The Bonus From America’s Oil Boom
Recently, sentiment in the oil markets has cooled quite a bit, as the national average price of gasoline dropped below $4 a gallon for the first time since March.
To be sure, gasoline isn’t oil, but one comes from the other. And I really can’t blame investors for being less bullish on oil as prices at the pump go down.
Also weighing on prices is the fact that U.S. oil production just hit 12.2 million barrels per day — the highest since April 2020. It’s a regular oil boom!
Perhaps some investors think we have too much of a good thing. However, those investors need to remember that oil is a commodity that’s traded globally. And buyers in Europe especially — but also elsewhere — are lining up for America’s light, sweet crude as global oil supply and demand grows tighter.
This became very apparent on Tuesday, when Russia shut off oil flows to three European countries (Hungary, Slovakia and the Czech Republic) due to a dispute over pipeline payments. Those three countries depend so heavily on Russian oil that they are exempt from a European Union ban on Russian oil that goes into effect this year.
Sure, Russia will turn on the oil again. But this underscores an ugly fact: We know Russia is using oil for political leverage, and we can expect it to stop and start shipments all year long. That makes U.S. supplies even more attractive to our allies.
Let me show you some charts about what I mean …
Here’s a recent chart of U.S. crude oil exports. Sure, they’ve dipped recently, probably due to the typical slow summer season. But America’s oil exports are still up 79% over the low that was hit in January!

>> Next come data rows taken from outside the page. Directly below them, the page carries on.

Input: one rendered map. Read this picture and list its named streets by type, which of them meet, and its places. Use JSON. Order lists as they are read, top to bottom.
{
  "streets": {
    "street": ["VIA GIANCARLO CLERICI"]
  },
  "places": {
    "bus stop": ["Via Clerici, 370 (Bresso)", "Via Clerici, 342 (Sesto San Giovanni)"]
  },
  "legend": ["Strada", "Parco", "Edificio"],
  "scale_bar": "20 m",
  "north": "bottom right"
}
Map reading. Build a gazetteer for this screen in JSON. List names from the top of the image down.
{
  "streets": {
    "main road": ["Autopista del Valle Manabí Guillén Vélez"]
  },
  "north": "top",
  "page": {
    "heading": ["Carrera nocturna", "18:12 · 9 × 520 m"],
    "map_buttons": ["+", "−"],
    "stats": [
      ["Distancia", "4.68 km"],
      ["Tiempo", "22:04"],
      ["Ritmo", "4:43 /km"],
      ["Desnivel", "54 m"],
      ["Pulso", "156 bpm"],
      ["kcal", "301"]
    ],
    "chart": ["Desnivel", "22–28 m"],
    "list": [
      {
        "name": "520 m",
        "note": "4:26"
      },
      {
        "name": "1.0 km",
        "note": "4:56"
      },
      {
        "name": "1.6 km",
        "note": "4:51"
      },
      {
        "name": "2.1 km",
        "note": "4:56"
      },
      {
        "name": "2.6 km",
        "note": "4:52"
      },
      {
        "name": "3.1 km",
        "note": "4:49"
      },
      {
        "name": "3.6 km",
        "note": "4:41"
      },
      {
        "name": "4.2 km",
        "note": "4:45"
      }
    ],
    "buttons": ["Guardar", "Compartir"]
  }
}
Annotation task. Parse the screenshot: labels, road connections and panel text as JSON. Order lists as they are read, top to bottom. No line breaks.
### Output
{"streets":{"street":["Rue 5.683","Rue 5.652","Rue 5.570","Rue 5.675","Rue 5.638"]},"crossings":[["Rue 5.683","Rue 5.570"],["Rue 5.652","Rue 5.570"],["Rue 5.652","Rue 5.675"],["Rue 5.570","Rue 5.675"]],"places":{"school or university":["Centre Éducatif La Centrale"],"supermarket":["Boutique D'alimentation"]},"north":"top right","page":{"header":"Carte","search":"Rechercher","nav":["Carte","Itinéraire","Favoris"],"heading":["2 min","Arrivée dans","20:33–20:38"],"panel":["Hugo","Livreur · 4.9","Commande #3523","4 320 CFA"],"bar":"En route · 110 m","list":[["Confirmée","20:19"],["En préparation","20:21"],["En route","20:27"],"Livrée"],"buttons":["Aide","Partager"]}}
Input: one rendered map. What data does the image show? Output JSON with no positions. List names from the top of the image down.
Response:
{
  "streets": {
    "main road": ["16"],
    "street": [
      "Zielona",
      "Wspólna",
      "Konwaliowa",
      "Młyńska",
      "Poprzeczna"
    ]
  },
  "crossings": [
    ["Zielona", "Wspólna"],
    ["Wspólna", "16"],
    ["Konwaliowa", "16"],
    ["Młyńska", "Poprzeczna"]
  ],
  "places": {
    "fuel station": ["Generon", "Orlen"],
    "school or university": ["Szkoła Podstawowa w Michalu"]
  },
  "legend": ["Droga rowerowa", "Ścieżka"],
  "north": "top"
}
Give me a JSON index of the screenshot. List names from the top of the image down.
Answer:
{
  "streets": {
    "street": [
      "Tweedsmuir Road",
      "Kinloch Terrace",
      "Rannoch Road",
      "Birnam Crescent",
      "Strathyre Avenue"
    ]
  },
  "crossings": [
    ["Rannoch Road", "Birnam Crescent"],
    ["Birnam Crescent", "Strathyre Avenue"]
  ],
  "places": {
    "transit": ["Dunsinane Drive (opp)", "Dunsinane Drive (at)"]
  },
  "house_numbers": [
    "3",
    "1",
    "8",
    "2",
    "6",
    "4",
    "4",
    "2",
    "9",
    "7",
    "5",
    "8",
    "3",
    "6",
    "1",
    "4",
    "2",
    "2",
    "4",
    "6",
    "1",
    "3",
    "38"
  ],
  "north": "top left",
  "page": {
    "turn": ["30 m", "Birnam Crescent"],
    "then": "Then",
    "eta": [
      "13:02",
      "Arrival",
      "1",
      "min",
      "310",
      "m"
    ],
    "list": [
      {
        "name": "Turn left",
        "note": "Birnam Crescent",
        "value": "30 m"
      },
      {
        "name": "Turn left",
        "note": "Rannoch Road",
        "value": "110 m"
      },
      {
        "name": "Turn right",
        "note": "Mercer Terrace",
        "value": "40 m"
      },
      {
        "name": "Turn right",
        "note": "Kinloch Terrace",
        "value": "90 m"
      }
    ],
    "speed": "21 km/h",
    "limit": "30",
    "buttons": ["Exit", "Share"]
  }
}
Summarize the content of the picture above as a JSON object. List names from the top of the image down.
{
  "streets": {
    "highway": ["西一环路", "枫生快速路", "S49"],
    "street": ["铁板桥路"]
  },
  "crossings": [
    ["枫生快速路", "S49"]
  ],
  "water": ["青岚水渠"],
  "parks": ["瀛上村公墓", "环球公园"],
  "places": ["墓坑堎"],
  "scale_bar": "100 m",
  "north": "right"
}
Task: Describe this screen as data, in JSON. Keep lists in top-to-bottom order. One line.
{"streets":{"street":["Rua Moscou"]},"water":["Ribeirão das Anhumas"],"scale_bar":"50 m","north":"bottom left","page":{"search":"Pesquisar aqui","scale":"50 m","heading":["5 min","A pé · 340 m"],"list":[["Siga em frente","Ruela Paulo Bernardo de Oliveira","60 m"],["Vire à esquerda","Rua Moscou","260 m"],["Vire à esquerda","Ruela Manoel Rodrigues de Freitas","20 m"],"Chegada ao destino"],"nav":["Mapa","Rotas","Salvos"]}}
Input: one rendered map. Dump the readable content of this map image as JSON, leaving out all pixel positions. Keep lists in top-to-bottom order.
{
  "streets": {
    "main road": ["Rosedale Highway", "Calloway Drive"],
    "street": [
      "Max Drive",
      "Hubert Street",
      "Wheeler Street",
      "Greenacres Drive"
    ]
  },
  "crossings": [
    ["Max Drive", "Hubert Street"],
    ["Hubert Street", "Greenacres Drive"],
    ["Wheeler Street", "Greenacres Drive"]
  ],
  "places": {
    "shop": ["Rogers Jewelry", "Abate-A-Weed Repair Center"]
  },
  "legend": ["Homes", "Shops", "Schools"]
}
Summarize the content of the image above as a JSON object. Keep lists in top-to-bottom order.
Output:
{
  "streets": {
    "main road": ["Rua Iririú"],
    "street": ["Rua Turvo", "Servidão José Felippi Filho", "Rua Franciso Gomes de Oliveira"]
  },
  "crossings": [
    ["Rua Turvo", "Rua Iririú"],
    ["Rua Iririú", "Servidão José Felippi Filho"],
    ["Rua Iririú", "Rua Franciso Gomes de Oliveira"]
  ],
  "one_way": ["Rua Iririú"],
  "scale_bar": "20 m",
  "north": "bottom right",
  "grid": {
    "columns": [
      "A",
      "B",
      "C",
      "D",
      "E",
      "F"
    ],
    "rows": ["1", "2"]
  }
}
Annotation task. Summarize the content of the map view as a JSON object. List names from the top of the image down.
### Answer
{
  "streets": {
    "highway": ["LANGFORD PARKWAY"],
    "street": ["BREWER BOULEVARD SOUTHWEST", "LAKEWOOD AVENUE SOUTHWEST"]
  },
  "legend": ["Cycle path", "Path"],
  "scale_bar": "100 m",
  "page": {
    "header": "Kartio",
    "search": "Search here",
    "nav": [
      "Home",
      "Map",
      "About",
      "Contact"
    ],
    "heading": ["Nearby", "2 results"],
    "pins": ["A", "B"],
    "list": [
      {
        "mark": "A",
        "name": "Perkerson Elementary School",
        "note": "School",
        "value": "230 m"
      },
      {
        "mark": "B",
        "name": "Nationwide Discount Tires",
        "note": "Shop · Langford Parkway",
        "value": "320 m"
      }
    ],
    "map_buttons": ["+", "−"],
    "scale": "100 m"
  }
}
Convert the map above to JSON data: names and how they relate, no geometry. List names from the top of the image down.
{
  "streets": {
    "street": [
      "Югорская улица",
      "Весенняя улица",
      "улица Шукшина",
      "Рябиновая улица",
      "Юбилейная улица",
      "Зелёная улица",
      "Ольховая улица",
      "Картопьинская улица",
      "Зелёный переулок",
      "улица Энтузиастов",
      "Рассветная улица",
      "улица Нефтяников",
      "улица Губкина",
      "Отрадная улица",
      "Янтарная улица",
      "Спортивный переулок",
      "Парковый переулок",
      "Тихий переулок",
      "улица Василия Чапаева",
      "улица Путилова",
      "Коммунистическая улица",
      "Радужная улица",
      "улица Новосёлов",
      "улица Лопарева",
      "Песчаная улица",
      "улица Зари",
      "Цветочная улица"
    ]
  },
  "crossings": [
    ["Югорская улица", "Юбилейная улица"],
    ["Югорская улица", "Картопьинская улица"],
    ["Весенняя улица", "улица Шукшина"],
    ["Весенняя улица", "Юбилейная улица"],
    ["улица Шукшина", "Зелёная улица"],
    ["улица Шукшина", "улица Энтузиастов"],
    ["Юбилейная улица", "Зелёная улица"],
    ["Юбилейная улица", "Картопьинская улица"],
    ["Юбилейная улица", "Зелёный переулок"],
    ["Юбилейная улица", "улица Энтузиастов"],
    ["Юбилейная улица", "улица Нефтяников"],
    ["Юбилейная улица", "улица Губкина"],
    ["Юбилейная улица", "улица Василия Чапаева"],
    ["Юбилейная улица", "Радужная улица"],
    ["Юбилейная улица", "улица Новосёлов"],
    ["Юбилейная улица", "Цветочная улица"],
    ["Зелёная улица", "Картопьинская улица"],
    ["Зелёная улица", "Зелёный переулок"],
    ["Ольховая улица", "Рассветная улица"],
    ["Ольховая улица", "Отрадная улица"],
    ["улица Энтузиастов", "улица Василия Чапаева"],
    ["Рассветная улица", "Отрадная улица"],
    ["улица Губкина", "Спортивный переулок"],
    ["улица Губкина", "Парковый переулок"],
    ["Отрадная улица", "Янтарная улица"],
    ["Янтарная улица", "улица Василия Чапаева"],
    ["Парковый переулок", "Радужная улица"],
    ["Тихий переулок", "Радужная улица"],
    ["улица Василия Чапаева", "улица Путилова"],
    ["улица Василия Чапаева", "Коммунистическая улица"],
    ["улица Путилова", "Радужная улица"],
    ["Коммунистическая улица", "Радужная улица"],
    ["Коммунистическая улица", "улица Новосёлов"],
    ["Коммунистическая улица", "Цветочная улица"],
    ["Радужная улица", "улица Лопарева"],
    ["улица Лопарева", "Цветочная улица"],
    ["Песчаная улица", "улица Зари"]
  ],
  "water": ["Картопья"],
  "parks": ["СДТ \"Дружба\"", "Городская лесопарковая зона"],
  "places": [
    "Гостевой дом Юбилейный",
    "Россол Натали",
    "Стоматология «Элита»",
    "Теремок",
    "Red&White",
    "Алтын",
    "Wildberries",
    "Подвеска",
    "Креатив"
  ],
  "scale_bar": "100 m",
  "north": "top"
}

We also export a lot of oil products. Here’s a chart of that:
Holy smokes! Combining crude oil and oil products, the U.S. is exporting nearly 10 million barrels a day. That’s near the record, which was only set in July.
And then there’s liquified natural gas exports. Those are soaring, as well, as this chart based on Energy Information Administration data shows:
The fact is, the U.S. became the world’s largest LNG exporter in the first half of the year, averaging 11.2 billion cubic feet per day. In the second half, those exports are likely to grow even more, as international nat-gas prices stay near record highs, and are much higher than what we pay here in the U.S.
Now, this is great news for the U.S. and the world. According to a new study by the American Petroleum Institute, over a six-year period, U.S. exports reduced global oil prices by an average of $1.93 per barrel, added $161 billion to U.S. gross domestic product and increased jobs in the U.S. by nearly 50,000.
But there’s …
More Good News
Last Thursday, the latest U.S. International Trade in Goods and Services was released. The goods and services deficit was $79.514 billion in June. That’s bad … but it would be so much worse without energy exports.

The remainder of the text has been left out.